Your reply should hold only the lines from the records below where "circle" occurs.

# Provided material:

------------------------------------

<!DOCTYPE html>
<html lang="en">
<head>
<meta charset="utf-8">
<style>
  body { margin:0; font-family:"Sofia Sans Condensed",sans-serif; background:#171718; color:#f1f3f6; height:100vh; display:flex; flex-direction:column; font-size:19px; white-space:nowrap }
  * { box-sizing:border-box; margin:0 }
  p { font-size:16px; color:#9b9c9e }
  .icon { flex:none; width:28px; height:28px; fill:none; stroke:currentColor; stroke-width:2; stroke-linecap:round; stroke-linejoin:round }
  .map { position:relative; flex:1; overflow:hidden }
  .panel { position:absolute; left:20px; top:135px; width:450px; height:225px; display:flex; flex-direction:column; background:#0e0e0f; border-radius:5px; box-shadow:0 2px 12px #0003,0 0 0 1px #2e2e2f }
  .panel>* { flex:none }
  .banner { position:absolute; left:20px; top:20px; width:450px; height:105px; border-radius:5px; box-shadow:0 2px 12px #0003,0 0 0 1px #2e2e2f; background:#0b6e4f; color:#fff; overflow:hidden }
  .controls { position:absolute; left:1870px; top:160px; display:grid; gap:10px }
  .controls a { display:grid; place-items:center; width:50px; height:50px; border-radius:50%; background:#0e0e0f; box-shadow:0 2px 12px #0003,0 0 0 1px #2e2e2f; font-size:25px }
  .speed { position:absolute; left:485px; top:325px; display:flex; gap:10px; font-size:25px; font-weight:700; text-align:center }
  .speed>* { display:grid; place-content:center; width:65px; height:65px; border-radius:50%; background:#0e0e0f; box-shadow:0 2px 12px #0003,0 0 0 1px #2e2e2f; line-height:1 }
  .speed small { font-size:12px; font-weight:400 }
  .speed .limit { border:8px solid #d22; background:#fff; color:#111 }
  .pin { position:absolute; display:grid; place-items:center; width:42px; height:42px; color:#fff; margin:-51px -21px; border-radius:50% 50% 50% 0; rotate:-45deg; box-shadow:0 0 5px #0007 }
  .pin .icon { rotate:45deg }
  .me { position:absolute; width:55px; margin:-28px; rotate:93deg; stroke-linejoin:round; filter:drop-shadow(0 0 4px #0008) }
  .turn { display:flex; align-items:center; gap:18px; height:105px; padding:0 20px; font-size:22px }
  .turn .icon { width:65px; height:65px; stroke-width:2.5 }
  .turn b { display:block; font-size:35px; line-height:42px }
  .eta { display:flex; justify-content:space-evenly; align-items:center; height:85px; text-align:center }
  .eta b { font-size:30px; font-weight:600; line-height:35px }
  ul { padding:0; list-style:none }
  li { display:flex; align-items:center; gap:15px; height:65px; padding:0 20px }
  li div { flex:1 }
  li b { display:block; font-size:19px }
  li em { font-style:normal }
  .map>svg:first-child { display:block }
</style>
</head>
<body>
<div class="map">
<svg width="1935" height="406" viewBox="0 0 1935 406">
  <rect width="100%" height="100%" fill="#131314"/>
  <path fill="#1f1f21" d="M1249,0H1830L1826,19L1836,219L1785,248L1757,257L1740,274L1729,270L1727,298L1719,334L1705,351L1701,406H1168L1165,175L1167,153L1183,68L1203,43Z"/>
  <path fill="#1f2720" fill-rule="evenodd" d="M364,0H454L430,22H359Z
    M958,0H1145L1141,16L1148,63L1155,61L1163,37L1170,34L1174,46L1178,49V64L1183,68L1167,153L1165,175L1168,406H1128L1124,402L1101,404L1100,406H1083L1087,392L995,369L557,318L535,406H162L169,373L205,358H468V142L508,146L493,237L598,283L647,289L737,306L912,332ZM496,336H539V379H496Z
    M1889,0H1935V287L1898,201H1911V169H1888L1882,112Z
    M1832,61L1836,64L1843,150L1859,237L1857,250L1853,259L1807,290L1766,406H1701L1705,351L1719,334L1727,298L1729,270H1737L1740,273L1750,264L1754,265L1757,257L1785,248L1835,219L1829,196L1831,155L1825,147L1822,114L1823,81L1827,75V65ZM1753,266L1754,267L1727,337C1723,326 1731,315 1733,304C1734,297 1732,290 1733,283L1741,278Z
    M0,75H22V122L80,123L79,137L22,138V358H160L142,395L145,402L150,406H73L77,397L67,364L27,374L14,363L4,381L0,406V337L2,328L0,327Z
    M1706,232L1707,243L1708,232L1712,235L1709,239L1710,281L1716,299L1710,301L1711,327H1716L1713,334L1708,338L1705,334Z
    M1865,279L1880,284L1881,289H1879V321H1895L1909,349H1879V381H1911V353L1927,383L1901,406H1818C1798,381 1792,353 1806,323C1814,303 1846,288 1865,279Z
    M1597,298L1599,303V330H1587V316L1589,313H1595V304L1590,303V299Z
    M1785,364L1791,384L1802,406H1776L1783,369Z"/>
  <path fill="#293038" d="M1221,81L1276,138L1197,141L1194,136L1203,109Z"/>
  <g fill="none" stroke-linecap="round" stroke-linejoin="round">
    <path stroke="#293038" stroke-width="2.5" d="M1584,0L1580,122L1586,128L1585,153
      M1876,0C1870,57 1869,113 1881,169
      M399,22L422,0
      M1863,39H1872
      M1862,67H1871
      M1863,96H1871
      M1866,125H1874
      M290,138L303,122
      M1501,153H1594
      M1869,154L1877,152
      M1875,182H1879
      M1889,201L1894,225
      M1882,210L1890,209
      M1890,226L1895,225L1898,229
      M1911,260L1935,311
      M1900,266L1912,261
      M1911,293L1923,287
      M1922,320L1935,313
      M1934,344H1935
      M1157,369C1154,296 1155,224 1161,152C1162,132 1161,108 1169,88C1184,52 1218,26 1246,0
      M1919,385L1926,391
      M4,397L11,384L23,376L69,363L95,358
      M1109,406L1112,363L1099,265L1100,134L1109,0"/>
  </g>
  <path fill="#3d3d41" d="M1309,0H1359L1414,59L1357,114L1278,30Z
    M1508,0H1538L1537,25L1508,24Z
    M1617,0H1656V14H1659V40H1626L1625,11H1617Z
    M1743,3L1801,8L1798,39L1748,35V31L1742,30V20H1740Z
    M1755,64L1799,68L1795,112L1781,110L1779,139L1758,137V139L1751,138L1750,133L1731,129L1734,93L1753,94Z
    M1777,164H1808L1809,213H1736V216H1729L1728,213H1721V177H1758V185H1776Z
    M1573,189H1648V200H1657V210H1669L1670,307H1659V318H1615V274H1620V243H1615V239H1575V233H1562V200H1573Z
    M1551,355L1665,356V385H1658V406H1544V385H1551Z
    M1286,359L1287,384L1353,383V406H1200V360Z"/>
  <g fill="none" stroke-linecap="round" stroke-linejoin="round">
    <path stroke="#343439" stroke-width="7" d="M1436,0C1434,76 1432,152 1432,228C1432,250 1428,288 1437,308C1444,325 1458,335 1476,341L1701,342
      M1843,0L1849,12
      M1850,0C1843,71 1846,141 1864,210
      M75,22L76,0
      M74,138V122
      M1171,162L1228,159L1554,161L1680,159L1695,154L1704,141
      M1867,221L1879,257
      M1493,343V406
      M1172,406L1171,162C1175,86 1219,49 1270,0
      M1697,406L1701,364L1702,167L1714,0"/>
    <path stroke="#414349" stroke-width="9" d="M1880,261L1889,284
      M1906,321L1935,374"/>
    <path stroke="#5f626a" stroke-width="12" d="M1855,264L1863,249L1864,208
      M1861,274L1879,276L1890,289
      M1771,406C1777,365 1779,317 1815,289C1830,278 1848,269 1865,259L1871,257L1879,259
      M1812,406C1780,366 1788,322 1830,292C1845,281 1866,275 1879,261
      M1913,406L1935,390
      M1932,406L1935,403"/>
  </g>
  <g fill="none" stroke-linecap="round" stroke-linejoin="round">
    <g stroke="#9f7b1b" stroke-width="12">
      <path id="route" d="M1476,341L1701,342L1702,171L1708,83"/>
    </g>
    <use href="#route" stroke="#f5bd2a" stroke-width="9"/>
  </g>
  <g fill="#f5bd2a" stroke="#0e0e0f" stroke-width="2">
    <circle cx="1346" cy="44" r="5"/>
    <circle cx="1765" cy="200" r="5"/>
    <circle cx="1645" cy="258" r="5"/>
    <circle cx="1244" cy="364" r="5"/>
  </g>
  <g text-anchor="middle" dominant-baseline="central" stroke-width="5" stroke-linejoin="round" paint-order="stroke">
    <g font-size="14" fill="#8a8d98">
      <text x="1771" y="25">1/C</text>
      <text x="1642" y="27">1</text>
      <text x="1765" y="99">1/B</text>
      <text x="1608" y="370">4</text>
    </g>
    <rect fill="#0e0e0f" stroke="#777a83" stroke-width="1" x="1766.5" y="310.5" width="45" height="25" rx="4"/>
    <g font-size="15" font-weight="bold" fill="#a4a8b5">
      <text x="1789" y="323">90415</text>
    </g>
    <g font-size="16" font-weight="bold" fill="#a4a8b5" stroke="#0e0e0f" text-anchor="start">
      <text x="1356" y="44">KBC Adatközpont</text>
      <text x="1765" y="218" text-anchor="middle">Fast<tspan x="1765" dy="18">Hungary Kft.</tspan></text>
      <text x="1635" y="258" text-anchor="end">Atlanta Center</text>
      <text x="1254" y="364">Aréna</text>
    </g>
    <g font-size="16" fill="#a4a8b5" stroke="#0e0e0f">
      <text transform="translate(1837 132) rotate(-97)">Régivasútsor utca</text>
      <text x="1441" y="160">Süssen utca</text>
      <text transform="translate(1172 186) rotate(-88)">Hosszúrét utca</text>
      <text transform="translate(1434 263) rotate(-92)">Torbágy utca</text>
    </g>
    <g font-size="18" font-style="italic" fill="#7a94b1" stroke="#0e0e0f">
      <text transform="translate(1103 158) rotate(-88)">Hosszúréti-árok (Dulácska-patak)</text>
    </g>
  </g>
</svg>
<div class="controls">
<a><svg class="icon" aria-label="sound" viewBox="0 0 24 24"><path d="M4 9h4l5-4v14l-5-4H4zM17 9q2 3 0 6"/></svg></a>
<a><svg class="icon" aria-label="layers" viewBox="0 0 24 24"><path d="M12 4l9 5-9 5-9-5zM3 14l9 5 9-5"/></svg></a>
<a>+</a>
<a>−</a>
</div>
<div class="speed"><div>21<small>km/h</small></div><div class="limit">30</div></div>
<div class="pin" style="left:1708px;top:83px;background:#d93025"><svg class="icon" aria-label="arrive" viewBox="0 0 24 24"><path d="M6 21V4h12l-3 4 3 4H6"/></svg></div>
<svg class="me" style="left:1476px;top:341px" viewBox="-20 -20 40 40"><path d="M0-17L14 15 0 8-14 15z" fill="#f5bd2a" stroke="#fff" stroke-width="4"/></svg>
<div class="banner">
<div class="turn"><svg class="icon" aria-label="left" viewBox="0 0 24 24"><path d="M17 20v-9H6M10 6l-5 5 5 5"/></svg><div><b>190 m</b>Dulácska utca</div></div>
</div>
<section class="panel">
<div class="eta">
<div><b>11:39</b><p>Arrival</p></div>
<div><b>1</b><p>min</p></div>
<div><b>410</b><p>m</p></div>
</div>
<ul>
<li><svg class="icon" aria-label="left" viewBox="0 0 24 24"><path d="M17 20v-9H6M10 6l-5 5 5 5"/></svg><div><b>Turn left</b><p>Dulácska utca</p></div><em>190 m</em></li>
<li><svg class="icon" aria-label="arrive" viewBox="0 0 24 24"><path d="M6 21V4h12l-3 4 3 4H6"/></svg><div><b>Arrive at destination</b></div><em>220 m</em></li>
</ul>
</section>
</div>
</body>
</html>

------------------------------------

# Response:
    <circle cx="1346" cy="44" r="5"/>
    <circle cx="1765" cy="200" r="5"/>
    <circle cx="1645" cy="258" r="5"/>
    <circle cx="1244" cy="364" r="5"/>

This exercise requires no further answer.